• Exercise
Using the data below, please return every line exactly as given.

• Listed records
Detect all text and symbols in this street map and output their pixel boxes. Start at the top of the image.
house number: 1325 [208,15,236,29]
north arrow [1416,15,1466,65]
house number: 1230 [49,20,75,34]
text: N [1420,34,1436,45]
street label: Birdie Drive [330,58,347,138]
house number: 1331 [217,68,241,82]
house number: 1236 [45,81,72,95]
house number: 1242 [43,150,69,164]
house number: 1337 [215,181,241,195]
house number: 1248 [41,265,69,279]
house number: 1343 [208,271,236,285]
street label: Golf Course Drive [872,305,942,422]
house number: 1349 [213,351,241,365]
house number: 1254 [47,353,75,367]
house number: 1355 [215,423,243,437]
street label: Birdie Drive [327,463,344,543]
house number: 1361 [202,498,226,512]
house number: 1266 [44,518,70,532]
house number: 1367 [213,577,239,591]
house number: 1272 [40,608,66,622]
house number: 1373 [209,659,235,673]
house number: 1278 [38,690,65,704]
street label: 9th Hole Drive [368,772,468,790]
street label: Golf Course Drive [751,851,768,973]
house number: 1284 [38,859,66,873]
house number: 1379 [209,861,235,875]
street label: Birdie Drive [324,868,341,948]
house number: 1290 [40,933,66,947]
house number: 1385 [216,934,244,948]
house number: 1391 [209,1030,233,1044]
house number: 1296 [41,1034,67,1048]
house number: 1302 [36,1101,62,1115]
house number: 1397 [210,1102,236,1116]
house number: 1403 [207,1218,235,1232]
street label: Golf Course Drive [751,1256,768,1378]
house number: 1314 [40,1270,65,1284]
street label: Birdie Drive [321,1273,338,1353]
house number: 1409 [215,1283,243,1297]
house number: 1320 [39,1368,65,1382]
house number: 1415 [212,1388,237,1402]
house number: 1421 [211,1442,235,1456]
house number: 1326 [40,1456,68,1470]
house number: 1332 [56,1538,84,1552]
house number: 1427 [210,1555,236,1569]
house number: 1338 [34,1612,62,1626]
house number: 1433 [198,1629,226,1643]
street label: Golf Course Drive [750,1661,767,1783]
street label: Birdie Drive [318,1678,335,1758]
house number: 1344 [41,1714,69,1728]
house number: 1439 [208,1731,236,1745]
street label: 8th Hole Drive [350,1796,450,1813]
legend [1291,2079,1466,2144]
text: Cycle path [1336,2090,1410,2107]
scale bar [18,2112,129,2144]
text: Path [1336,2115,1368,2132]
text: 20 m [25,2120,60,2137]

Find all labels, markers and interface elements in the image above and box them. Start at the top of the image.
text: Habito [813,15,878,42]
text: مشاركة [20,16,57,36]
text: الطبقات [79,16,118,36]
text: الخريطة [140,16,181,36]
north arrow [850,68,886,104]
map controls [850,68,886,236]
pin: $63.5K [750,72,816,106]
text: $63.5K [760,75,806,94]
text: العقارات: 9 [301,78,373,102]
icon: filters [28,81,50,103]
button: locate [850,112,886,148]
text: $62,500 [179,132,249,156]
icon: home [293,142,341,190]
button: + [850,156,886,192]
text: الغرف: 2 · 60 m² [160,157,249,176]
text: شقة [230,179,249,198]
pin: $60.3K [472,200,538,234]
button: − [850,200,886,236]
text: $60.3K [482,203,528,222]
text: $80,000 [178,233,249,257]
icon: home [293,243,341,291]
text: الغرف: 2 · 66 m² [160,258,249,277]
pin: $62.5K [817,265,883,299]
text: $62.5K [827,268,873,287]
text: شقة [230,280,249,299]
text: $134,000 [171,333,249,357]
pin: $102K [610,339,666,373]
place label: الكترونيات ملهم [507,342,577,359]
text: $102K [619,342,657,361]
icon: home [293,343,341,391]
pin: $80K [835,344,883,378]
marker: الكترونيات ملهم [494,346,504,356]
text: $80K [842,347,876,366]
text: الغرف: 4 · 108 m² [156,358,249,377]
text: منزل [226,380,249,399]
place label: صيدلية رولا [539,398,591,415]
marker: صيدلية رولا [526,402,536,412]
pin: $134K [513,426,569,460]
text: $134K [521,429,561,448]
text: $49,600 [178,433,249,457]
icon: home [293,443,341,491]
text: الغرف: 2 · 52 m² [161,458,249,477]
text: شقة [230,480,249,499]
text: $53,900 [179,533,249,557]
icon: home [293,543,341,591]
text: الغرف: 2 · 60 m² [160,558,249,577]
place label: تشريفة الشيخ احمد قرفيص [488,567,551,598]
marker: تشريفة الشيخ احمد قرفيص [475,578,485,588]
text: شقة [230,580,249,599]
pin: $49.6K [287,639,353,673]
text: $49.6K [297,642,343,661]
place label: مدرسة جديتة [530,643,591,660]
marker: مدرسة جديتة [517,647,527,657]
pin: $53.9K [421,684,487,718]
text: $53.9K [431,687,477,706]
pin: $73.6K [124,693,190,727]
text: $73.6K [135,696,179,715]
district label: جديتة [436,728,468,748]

• Worked solution
Detect all text and symbols in this street map and output their pixel boxes. Start at the top of the image.
house number: 1325 [208,15,236,29]
north arrow [1416,15,1466,65]
house number: 1230 [49,20,75,34]
text: N [1420,34,1436,45]
street label: Birdie Drive [330,58,347,138]
house number: 1331 [217,68,241,82]
house number: 1236 [45,81,72,95]
house number: 1242 [43,150,69,164]
house number: 1337 [215,181,241,195]
house number: 1248 [41,265,69,279]
house number: 1343 [208,271,236,285]
street label: Golf Course Drive [872,305,942,422]
house number: 1349 [213,351,241,365]
house number: 1254 [47,353,75,367]
house number: 1355 [215,423,243,437]
street label: Birdie Drive [327,463,344,543]
house number: 1361 [202,498,226,512]
house number: 1266 [44,518,70,532]
house number: 1367 [213,577,239,591]
house number: 1272 [40,608,66,622]
house number: 1373 [209,659,235,673]
house number: 1278 [38,690,65,704]
street label: 9th Hole Drive [368,772,468,790]
street label: Golf Course Drive [751,851,768,973]
house number: 1284 [38,859,66,873]
house number: 1379 [209,861,235,875]
street label: Birdie Drive [324,868,341,948]
house number: 1290 [40,933,66,947]
house number: 1385 [216,934,244,948]
house number: 1391 [209,1030,233,1044]
house number: 1296 [41,1034,67,1048]
house number: 1302 [36,1101,62,1115]
house number: 1397 [210,1102,236,1116]
house number: 1403 [207,1218,235,1232]
street label: Golf Course Drive [751,1256,768,1378]
house number: 1314 [40,1270,65,1284]
street label: Birdie Drive [321,1273,338,1353]
house number: 1409 [215,1283,243,1297]
house number: 1320 [39,1368,65,1382]
house number: 1415 [212,1388,237,1402]
house number: 1421 [211,1442,235,1456]
house number: 1326 [40,1456,68,1470]
house number: 1332 [56,1538,84,1552]
house number: 1427 [210,1555,236,1569]
house number: 1338 [34,1612,62,1626]
house number: 1433 [198,1629,226,1643]
street label: Golf Course Drive [750,1661,767,1783]
street label: Birdie Drive [318,1678,335,1758]
house number: 1344 [41,1714,69,1728]
house number: 1439 [208,1731,236,1745]
street label: 8th Hole Drive [350,1796,450,1813]
legend [1291,2079,1466,2144]
text: Cycle path [1336,2090,1410,2107]
scale bar [18,2112,129,2144]
text: Path [1336,2115,1368,2132]
text: 20 m [25,2120,60,2137]

Find all labels, markers and interface elements in the image above and box them. Start at the top of the image.
text: Habito [813,15,878,42]
text: مشاركة [20,16,57,36]
text: الطبقات [79,16,118,36]
text: الخريطة [140,16,181,36]
north arrow [850,68,886,104]
map controls [850,68,886,236]
pin: $63.5K [750,72,816,106]
text: $63.5K [760,75,806,94]
text: العقارات: 9 [301,78,373,102]
icon: filters [28,81,50,103]
button: locate [850,112,886,148]
text: $62,500 [179,132,249,156]
icon: home [293,142,341,190]
button: + [850,156,886,192]
text: الغرف: 2 · 60 m² [160,157,249,176]
text: شقة [230,179,249,198]
pin: $60.3K [472,200,538,234]
button: − [850,200,886,236]
text: $60.3K [482,203,528,222]
text: $80,000 [178,233,249,257]
icon: home [293,243,341,291]
text: الغرف: 2 · 66 m² [160,258,249,277]
pin: $62.5K [817,265,883,299]
text: $62.5K [827,268,873,287]
text: شقة [230,280,249,299]
text: $134,000 [171,333,249,357]
pin: $102K [610,339,666,373]
place label: الكترونيات ملهم [507,342,577,359]
text: $102K [619,342,657,361]
icon: home [293,343,341,391]
pin: $80K [835,344,883,378]
marker: الكترونيات ملهم [494,346,504,356]
text: $80K [842,347,876,366]
text: الغرف: 4 · 108 m² [156,358,249,377]
text: منزل [226,380,249,399]
place label: صيدلية رولا [539,398,591,415]
marker: صيدلية رولا [526,402,536,412]
pin: $134K [513,426,569,460]
text: $134K [521,429,561,448]
text: $49,600 [178,433,249,457]
icon: home [293,443,341,491]
text: الغرف: 2 · 52 m² [161,458,249,477]
text: شقة [230,480,249,499]
text: $53,900 [179,533,249,557]
icon: home [293,543,341,591]
text: الغرف: 2 · 60 m² [160,558,249,577]
place label: تشريفة الشيخ احمد قرفيص [488,567,551,598]
marker: تشريفة الشيخ احمد قرفيص [475,578,485,588]
text: شقة [230,580,249,599]
pin: $49.6K [287,639,353,673]
text: $49.6K [297,642,343,661]
place label: مدرسة جديتة [530,643,591,660]
marker: مدرسة جديتة [517,647,527,657]
pin: $53.9K [421,684,487,718]
text: $53.9K [431,687,477,706]
pin: $73.6K [124,693,190,727]
text: $73.6K [135,696,179,715]
district label: جديتة [436,728,468,748]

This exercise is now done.